:: Supplied data

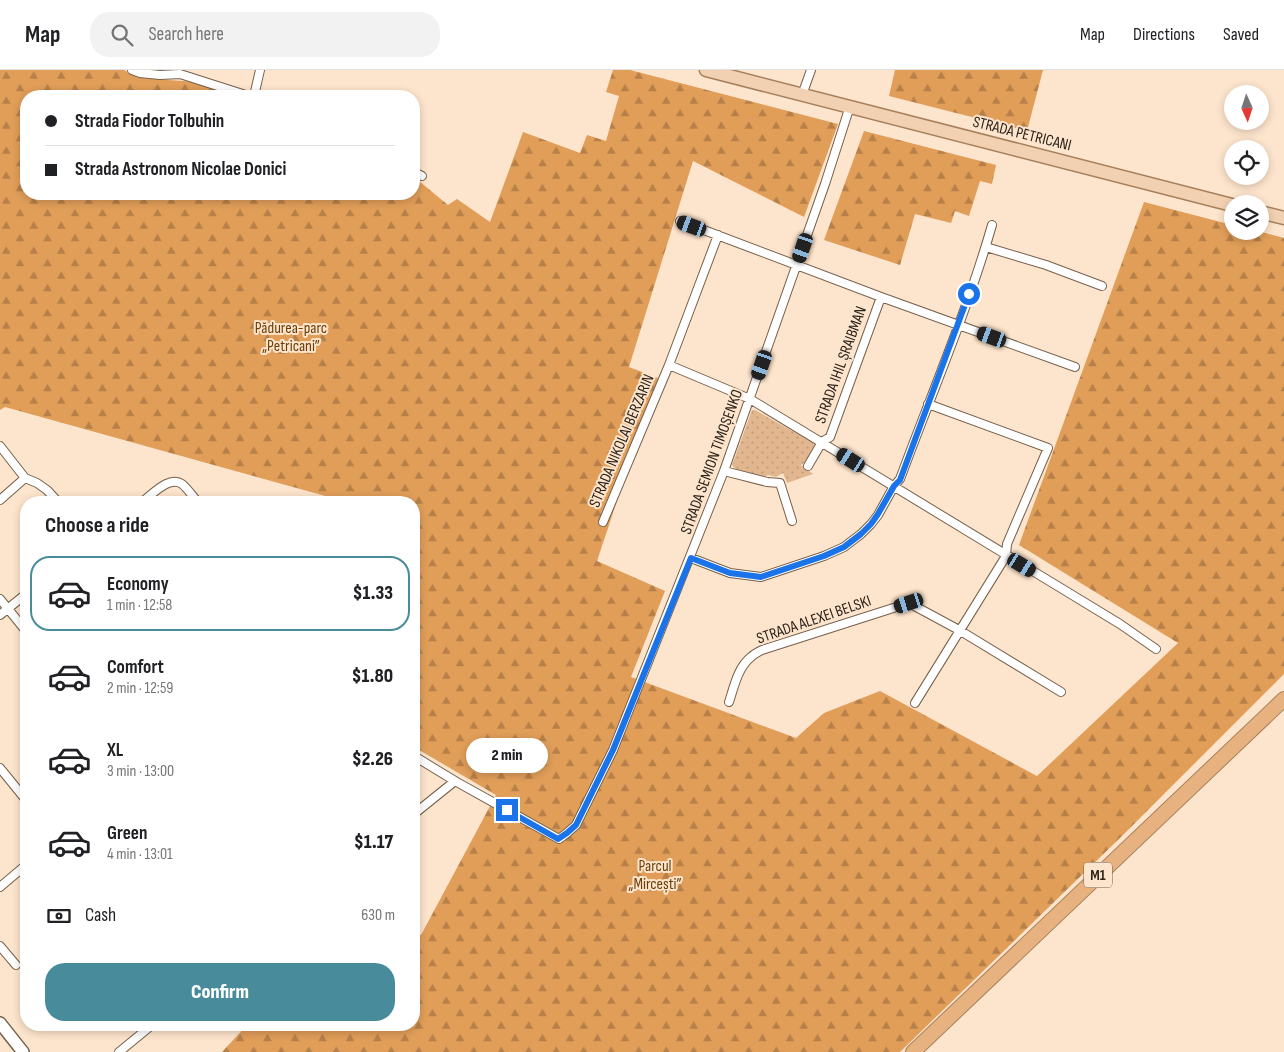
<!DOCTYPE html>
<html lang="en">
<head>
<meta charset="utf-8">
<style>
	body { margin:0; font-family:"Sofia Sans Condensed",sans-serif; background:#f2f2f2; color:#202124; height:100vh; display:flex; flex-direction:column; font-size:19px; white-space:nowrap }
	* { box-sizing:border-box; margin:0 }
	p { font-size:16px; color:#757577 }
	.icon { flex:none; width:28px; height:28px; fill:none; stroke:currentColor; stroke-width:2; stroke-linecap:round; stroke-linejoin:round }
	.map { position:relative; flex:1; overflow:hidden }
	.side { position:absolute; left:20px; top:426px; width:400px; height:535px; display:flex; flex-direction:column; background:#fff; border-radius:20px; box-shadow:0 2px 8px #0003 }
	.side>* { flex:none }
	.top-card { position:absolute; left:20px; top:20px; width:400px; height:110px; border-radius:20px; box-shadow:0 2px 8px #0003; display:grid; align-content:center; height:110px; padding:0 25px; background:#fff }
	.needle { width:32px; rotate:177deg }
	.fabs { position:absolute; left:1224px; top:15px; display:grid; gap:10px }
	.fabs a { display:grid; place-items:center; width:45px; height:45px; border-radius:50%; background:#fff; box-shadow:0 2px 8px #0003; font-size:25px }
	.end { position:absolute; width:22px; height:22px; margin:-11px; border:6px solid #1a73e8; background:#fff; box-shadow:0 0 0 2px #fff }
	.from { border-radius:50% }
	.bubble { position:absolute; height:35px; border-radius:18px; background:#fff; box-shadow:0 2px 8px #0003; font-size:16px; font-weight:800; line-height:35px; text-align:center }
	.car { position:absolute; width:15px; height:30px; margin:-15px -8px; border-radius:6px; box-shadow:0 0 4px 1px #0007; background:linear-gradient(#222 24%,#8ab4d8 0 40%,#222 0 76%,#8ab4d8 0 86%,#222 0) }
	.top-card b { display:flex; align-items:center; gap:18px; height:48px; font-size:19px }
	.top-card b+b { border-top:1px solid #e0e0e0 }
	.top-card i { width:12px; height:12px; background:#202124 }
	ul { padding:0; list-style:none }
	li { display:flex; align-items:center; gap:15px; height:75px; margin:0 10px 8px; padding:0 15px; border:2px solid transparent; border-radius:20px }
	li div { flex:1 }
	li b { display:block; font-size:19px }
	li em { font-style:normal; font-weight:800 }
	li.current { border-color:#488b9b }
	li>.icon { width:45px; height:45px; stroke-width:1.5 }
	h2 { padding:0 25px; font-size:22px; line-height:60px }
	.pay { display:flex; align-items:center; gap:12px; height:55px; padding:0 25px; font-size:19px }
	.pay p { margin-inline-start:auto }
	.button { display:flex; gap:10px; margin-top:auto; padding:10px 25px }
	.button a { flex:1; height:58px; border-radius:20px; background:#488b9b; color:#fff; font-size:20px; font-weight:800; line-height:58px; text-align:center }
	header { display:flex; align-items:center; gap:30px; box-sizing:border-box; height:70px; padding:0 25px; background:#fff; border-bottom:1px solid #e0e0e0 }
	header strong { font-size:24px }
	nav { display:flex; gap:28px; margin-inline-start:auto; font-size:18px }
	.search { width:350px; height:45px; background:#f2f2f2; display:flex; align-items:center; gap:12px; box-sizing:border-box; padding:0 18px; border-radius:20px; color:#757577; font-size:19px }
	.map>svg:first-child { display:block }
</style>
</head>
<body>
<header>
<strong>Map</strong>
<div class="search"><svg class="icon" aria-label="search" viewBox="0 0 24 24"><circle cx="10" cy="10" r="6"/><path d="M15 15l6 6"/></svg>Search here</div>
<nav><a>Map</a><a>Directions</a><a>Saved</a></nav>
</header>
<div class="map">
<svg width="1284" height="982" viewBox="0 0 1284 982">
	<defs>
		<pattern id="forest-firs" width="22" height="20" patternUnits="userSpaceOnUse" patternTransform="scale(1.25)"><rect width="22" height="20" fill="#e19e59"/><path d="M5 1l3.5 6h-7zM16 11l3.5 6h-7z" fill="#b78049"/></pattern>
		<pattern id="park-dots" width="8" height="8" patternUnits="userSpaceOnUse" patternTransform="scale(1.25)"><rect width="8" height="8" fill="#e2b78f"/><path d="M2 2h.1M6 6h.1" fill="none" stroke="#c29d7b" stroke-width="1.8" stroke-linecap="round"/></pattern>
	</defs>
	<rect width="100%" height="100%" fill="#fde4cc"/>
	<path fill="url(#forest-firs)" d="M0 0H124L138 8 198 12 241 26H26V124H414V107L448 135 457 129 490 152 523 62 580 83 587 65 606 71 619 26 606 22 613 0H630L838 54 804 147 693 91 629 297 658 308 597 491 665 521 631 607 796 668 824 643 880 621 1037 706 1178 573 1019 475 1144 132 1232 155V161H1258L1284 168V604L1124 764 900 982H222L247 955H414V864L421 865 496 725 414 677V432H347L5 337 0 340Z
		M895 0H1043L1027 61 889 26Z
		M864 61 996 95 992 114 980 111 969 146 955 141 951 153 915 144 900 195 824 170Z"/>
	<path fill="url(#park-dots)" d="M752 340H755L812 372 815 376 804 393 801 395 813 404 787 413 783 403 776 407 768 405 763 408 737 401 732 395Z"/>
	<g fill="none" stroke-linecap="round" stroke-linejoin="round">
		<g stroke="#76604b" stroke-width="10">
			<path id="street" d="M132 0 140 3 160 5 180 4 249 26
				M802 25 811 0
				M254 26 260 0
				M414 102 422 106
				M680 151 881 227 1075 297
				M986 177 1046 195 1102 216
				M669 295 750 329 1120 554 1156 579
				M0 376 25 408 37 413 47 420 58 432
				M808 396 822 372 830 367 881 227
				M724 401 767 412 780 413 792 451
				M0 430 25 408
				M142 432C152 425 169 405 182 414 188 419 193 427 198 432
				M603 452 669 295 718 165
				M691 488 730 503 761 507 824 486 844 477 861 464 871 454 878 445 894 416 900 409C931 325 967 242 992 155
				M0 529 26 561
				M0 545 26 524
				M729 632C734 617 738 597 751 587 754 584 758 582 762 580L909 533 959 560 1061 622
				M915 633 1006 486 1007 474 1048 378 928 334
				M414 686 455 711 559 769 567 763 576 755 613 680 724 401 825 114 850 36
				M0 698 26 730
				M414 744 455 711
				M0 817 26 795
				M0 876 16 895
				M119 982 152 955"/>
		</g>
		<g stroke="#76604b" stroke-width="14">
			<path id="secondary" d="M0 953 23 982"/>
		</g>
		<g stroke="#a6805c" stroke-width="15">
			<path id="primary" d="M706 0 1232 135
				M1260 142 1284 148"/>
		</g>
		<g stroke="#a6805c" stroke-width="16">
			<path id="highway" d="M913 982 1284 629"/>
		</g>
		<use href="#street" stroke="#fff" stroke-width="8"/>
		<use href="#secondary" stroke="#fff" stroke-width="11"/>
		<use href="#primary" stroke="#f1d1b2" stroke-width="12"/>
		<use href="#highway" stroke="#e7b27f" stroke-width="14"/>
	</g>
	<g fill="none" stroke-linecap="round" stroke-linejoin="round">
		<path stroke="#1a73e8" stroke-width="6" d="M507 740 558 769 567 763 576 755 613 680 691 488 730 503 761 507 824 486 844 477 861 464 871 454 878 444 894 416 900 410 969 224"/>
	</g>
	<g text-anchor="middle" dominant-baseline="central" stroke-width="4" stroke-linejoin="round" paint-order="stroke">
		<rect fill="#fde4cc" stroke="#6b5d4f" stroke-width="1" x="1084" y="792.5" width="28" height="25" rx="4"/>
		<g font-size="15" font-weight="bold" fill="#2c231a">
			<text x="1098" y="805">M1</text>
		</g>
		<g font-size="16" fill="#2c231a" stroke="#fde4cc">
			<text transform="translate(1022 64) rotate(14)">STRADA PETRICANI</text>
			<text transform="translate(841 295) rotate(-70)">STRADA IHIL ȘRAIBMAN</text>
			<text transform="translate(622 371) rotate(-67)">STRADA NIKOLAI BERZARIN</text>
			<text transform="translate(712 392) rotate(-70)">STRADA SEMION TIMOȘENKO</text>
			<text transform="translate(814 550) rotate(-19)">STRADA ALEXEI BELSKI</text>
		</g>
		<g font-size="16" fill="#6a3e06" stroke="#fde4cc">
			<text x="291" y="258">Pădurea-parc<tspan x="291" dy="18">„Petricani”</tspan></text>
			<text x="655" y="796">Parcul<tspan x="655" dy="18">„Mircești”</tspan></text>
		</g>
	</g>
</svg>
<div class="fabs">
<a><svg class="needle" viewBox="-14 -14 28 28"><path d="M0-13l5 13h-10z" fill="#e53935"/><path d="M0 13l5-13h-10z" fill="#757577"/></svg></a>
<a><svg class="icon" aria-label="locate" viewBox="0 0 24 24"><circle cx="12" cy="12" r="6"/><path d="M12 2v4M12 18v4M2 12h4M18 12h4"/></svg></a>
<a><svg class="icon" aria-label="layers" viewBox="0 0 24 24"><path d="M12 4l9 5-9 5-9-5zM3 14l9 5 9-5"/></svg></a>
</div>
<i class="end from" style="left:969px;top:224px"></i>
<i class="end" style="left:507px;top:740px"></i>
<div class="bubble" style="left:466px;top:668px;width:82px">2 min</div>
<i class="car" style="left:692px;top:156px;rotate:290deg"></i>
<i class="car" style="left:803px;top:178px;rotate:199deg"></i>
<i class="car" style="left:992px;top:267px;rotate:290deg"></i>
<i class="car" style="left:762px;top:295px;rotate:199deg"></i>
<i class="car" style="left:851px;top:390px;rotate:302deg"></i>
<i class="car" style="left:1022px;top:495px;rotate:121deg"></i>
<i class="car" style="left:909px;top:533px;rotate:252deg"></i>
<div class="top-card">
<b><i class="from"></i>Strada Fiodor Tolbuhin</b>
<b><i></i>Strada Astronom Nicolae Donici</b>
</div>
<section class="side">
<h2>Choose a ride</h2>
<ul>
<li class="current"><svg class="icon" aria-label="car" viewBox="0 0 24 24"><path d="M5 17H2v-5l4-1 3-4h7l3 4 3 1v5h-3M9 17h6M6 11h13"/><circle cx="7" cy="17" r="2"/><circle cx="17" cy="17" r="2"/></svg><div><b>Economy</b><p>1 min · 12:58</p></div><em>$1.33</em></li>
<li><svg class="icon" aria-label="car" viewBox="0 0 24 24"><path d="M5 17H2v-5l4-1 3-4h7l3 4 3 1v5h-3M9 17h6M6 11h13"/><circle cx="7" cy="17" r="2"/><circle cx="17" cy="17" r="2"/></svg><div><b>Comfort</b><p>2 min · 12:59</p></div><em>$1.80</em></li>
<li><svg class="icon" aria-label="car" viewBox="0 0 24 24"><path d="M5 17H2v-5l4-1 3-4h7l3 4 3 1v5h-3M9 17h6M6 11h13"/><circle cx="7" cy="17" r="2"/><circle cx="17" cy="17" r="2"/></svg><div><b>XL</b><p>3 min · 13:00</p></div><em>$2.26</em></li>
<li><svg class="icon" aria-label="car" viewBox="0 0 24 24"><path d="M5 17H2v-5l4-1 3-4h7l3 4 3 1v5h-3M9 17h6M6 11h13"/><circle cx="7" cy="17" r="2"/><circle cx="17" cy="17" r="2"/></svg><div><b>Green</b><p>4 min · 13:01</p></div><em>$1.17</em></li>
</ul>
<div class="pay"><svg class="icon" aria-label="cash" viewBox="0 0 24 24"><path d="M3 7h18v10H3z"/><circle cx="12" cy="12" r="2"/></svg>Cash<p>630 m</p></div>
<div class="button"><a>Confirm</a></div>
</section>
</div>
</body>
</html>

::::

■ Task prompt ■
Output the lines of the records above exactly as they appear, from the line containing "display:flex; align-items:center; gap:30px;" through the line containing "display:flex; gap:28px; margin-inline-start:auto;".

■ Task output ■
	header { display:flex; align-items:center; gap:30px; box-sizing:border-box; height:70px; padding:0 25px; background:#fff; border-bottom:1px solid #e0e0e0 }
	header strong { font-size:24px }
	nav { display:flex; gap:28px; margin-inline-start:auto; font-size:18px }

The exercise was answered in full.